WHAT IS EXPECTED:
Wherever the string "nowrap" shows up in the data below, copy the whole line.

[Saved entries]
================================

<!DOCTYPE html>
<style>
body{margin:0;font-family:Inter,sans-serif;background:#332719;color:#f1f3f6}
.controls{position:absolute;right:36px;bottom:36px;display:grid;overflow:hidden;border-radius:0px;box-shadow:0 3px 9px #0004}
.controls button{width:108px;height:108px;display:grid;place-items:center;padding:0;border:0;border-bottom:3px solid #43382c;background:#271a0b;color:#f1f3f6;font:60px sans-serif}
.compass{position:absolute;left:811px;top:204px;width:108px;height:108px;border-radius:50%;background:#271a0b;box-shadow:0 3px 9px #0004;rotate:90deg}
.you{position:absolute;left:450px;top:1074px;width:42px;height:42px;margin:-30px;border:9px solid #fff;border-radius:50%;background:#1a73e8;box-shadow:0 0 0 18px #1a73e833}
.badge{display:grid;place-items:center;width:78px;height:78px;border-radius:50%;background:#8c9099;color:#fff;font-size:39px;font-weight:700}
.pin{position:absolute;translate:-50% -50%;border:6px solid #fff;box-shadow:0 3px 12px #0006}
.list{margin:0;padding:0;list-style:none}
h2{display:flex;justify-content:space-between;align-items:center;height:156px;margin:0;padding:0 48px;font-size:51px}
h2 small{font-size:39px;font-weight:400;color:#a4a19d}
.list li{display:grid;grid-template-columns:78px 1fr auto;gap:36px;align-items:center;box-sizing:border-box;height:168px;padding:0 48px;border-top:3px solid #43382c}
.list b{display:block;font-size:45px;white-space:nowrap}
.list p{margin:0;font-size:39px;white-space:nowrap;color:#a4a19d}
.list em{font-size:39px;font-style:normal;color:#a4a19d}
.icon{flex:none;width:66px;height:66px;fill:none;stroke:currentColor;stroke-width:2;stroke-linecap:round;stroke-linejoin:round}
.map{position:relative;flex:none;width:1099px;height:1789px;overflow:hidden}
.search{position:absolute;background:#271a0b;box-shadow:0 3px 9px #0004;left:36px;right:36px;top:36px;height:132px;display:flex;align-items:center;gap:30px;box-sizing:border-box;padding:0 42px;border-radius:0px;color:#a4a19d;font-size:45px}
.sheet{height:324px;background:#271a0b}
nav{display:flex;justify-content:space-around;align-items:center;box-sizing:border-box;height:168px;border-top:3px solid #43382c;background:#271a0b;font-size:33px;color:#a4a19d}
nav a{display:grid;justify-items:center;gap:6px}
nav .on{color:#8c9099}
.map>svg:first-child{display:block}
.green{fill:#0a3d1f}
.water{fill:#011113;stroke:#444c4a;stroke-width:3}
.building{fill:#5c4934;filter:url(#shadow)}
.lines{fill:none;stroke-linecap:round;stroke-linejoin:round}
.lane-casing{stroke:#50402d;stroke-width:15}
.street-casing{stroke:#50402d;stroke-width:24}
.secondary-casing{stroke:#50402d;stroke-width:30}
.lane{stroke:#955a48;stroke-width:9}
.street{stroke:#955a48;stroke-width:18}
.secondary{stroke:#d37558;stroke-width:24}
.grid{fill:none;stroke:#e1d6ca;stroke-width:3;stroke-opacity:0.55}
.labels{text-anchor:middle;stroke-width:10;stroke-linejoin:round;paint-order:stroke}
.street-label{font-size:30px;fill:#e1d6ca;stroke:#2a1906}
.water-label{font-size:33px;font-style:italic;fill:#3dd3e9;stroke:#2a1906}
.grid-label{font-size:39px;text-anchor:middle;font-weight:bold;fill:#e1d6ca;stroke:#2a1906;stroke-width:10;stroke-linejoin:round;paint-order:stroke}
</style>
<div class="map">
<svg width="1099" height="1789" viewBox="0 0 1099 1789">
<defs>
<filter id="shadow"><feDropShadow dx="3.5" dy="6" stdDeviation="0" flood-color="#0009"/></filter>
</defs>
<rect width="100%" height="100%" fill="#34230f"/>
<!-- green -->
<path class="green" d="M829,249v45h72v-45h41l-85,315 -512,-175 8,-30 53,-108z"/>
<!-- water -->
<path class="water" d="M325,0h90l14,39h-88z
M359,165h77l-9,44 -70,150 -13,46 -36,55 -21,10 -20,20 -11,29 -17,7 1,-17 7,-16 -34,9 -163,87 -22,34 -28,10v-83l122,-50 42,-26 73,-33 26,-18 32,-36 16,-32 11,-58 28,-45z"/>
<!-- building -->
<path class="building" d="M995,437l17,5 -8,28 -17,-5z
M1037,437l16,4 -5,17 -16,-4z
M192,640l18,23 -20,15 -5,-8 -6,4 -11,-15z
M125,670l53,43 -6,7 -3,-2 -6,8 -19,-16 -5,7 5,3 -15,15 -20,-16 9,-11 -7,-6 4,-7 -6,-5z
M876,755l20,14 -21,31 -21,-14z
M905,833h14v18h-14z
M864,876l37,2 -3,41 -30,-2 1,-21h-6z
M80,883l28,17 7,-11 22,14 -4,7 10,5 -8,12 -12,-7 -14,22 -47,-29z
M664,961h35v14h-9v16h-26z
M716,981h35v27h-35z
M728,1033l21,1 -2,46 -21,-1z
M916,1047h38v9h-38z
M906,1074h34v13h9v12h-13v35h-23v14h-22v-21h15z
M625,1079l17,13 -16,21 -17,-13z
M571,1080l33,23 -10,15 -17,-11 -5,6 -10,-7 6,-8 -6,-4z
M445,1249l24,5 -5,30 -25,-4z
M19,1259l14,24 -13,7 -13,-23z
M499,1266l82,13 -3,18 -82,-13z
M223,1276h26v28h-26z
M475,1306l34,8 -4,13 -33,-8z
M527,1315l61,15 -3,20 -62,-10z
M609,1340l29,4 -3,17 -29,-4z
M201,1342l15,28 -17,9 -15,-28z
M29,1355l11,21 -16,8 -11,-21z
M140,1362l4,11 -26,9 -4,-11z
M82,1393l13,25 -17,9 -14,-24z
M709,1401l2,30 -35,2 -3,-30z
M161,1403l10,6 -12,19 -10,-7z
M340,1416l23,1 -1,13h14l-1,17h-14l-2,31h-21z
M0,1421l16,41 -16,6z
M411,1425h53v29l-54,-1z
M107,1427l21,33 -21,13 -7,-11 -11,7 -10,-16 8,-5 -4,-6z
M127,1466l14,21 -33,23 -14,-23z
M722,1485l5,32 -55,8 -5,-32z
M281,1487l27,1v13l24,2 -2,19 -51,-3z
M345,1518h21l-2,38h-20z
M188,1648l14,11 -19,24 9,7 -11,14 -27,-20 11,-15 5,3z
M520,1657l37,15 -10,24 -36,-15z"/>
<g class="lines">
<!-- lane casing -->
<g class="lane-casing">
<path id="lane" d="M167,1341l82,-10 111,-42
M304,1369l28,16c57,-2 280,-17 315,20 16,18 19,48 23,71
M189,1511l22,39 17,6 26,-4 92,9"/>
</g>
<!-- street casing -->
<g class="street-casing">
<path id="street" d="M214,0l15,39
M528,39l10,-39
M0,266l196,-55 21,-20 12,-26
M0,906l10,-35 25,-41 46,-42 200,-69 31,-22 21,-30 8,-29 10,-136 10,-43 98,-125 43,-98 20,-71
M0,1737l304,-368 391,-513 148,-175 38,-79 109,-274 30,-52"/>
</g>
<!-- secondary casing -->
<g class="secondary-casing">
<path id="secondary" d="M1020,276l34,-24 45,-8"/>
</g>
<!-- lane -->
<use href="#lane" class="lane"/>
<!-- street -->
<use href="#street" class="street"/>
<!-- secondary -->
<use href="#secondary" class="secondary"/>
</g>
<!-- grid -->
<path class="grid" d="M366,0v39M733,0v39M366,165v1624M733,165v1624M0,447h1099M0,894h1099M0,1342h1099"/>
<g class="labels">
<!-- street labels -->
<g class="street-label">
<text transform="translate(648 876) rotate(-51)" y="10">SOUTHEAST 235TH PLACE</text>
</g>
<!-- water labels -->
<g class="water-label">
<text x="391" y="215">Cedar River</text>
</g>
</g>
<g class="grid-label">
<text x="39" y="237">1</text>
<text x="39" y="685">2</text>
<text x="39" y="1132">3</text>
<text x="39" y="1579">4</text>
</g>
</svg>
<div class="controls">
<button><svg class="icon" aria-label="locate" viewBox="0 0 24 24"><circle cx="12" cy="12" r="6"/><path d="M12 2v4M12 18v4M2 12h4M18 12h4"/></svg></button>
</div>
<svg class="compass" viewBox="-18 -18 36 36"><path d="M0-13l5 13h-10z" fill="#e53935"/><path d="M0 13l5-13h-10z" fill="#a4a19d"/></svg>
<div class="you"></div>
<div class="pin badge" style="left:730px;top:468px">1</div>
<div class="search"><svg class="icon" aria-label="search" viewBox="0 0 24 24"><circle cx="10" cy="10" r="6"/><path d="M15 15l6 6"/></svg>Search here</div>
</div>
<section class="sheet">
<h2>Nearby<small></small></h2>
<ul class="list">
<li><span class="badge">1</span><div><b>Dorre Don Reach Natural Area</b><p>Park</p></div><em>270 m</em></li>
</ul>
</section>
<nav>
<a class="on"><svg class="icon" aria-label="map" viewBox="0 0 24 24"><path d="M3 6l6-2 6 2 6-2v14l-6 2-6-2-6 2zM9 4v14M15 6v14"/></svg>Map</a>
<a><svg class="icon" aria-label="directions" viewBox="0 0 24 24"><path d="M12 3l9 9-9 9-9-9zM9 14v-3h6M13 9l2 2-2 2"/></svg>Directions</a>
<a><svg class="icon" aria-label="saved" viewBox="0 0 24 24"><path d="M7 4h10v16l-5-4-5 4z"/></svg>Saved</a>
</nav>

================================

SOLUTION FOR THIS TASK:
.list b{display:block;font-size:45px;white-space:nowrap}
.list p{margin:0;font-size:39px;white-space:nowrap;color:#a4a19d}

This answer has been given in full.